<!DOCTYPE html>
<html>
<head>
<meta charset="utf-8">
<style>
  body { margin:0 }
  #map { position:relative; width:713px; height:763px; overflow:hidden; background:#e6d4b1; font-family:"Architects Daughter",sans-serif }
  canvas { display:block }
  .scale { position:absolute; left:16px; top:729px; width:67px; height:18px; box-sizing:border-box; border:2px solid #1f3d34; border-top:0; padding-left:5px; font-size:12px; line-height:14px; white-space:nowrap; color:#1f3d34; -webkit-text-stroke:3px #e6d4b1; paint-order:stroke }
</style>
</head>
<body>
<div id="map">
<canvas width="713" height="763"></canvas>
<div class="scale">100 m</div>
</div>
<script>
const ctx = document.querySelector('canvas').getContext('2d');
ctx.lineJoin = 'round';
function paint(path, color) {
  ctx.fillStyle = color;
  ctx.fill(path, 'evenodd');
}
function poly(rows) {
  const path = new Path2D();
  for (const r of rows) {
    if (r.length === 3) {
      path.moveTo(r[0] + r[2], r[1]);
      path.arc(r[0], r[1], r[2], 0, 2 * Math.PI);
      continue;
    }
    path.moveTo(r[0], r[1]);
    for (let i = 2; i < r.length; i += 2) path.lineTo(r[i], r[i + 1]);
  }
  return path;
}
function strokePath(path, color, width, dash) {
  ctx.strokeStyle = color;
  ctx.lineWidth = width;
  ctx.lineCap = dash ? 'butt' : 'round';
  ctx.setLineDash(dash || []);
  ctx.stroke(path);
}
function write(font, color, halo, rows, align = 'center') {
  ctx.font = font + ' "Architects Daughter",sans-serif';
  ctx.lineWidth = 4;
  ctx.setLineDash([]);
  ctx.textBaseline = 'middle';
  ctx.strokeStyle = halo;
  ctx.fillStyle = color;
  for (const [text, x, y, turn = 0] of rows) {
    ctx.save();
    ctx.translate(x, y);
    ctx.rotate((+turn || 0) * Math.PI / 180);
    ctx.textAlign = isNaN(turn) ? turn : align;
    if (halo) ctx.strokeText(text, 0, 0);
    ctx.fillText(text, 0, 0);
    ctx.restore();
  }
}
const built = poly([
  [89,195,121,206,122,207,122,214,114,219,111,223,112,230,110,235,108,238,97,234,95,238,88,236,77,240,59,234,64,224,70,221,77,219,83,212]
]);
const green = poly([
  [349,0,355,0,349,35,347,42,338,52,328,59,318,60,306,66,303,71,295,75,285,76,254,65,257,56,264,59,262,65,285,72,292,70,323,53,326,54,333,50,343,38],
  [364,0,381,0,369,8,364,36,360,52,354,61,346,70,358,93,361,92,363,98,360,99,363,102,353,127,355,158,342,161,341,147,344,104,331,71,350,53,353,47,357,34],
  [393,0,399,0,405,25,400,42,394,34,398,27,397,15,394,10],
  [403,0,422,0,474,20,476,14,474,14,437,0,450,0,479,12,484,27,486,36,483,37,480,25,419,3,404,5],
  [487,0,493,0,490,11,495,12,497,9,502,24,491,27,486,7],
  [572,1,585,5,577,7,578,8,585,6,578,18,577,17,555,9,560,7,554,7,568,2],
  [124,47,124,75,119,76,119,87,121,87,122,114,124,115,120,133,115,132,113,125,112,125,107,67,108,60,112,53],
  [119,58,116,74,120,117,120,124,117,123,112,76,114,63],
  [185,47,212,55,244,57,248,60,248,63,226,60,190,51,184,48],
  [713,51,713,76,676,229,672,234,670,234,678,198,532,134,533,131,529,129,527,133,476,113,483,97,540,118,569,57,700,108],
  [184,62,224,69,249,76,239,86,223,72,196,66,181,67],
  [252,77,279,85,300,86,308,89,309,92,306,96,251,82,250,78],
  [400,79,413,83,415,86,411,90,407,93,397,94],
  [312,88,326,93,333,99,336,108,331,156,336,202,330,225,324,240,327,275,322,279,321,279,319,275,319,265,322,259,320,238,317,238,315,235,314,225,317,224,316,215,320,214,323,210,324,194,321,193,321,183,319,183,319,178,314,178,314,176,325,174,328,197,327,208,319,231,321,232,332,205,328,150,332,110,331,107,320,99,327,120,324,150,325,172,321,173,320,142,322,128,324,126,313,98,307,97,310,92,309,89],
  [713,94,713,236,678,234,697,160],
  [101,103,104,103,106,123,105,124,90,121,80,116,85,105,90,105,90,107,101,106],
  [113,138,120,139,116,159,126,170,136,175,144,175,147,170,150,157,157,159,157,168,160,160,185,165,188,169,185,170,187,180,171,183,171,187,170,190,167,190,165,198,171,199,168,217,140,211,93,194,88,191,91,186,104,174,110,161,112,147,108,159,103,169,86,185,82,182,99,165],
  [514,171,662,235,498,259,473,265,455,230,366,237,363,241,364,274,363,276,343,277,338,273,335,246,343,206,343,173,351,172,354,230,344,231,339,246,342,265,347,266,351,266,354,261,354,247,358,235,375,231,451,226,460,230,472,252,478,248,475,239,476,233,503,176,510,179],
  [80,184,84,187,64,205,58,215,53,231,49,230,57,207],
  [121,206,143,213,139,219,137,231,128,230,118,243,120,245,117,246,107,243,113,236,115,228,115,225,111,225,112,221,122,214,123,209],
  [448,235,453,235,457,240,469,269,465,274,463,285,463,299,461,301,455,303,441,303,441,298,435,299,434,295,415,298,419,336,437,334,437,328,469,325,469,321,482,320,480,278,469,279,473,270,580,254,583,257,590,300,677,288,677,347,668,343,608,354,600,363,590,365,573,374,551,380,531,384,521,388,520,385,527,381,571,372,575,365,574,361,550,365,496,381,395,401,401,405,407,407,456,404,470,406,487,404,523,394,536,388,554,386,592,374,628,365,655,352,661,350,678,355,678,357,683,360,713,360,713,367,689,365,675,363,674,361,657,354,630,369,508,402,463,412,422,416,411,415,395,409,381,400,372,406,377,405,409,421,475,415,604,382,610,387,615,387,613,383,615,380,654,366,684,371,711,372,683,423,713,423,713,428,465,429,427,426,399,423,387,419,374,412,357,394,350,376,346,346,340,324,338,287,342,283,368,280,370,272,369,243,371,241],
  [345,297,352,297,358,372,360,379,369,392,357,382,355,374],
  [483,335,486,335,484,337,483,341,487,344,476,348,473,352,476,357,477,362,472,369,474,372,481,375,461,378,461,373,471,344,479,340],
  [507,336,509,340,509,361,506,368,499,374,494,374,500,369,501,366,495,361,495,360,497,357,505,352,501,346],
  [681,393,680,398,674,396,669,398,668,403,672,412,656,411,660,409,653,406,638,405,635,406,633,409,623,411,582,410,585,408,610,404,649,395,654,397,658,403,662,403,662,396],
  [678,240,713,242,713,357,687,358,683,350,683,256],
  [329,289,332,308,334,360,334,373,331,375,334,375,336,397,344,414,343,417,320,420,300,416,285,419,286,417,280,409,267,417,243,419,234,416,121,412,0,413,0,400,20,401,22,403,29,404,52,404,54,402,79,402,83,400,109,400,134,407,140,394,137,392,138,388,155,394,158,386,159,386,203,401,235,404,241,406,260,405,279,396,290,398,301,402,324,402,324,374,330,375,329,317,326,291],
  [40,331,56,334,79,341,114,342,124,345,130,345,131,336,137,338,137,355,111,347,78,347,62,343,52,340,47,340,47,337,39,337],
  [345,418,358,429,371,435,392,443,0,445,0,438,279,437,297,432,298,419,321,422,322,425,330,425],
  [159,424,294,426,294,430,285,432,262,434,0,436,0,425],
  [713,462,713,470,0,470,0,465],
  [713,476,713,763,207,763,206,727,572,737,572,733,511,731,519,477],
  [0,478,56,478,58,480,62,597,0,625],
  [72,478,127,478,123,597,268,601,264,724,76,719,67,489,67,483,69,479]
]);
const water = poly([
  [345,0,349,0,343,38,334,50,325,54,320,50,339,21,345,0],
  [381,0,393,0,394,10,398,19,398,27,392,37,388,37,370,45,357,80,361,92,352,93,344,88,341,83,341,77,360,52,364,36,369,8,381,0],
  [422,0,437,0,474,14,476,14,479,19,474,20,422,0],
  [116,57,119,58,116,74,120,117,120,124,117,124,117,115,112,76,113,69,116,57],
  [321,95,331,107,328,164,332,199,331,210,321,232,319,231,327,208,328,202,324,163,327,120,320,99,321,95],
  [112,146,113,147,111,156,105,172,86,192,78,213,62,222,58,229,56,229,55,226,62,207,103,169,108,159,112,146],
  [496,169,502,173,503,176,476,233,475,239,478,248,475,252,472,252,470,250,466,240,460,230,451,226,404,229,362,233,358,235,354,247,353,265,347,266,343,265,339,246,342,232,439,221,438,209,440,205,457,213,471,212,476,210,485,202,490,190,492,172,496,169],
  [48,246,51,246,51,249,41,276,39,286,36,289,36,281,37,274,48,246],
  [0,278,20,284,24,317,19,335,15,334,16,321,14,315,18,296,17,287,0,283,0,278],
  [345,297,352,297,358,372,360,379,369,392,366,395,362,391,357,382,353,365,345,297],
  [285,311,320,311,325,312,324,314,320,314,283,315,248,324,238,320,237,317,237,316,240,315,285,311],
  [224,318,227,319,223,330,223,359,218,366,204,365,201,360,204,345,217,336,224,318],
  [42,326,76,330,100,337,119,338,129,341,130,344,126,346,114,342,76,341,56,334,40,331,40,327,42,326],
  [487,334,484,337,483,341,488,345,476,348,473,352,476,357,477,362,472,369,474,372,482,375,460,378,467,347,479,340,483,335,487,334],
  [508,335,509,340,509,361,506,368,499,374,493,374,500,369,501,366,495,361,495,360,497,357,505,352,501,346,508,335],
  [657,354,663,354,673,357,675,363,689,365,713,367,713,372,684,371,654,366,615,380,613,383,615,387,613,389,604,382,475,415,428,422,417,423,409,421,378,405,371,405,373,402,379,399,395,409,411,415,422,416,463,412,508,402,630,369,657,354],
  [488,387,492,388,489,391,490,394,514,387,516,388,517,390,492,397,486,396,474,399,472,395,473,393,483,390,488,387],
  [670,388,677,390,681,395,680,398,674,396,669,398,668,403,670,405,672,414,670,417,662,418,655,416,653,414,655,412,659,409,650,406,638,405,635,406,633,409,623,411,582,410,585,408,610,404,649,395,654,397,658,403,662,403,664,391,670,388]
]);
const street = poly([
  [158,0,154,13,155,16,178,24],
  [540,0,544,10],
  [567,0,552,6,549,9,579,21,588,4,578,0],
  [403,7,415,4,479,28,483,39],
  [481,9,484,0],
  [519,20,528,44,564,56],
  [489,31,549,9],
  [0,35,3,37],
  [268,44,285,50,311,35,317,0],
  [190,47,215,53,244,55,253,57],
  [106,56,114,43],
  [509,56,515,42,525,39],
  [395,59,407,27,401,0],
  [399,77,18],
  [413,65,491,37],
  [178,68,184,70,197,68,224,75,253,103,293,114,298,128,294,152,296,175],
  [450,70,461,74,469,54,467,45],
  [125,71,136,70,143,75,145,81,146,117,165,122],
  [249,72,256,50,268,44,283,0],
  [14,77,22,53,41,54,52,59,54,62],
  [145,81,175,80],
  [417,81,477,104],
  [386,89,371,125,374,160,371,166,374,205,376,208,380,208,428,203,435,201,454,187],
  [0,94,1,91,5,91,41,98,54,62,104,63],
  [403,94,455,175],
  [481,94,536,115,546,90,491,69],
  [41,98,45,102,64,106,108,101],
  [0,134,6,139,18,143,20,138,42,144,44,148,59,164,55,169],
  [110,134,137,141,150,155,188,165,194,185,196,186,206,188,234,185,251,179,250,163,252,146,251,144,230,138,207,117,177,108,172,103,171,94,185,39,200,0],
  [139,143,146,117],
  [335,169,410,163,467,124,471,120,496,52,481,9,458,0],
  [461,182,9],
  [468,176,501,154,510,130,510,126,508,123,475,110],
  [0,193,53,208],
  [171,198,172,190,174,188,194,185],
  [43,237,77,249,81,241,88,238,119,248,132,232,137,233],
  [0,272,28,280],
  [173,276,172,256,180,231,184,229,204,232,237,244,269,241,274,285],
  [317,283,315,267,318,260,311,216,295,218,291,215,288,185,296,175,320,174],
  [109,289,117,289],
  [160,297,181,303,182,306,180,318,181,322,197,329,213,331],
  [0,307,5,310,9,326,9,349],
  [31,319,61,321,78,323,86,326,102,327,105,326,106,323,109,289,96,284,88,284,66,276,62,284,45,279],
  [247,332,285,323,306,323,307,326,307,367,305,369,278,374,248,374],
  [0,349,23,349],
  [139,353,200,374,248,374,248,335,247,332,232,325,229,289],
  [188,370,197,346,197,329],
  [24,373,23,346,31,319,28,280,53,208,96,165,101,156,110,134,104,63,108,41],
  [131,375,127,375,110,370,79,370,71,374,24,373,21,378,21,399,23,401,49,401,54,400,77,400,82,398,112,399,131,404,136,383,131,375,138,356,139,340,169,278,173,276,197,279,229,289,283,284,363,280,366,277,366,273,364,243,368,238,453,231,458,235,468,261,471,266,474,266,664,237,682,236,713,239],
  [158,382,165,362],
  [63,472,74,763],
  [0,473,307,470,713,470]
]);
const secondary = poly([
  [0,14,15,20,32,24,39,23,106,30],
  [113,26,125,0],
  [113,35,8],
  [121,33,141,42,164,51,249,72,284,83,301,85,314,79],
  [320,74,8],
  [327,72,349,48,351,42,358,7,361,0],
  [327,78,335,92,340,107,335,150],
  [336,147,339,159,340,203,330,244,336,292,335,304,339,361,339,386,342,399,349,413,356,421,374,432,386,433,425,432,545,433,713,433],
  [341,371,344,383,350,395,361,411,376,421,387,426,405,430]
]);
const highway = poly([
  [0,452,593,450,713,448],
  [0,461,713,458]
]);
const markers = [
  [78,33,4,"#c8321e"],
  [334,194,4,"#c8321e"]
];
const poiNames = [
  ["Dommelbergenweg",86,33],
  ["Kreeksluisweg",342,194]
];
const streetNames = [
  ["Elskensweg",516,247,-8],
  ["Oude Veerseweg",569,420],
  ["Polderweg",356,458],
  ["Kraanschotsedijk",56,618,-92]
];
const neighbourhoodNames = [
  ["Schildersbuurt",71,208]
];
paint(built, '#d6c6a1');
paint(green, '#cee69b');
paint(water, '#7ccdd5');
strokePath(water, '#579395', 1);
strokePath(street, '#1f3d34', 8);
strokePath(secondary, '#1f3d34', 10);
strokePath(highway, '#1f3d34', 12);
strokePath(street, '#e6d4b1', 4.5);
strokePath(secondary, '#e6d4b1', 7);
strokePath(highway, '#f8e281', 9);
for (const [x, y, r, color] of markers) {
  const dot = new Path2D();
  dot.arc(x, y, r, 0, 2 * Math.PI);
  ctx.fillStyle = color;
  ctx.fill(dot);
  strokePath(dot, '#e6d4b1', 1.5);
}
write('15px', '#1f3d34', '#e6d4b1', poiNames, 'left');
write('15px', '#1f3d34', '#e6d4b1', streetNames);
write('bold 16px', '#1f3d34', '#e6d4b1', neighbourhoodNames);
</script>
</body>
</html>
• • •
» What is required
One stretch of the lines above is wanted, from the line that contains "ctx.textBaseline = 'middle';" through the line that contains "ctx.textAlign = isNaN(turn)". Output it exactly.

» Expected answer
  ctx.textBaseline = 'middle';
  ctx.strokeStyle = halo;
  ctx.fillStyle = color;
  for (const [text, x, y, turn = 0] of rows) {
    ctx.save();
    ctx.translate(x, y);
    ctx.rotate((+turn || 0) * Math.PI / 180);
    ctx.textAlign = isNaN(turn) ? turn : align;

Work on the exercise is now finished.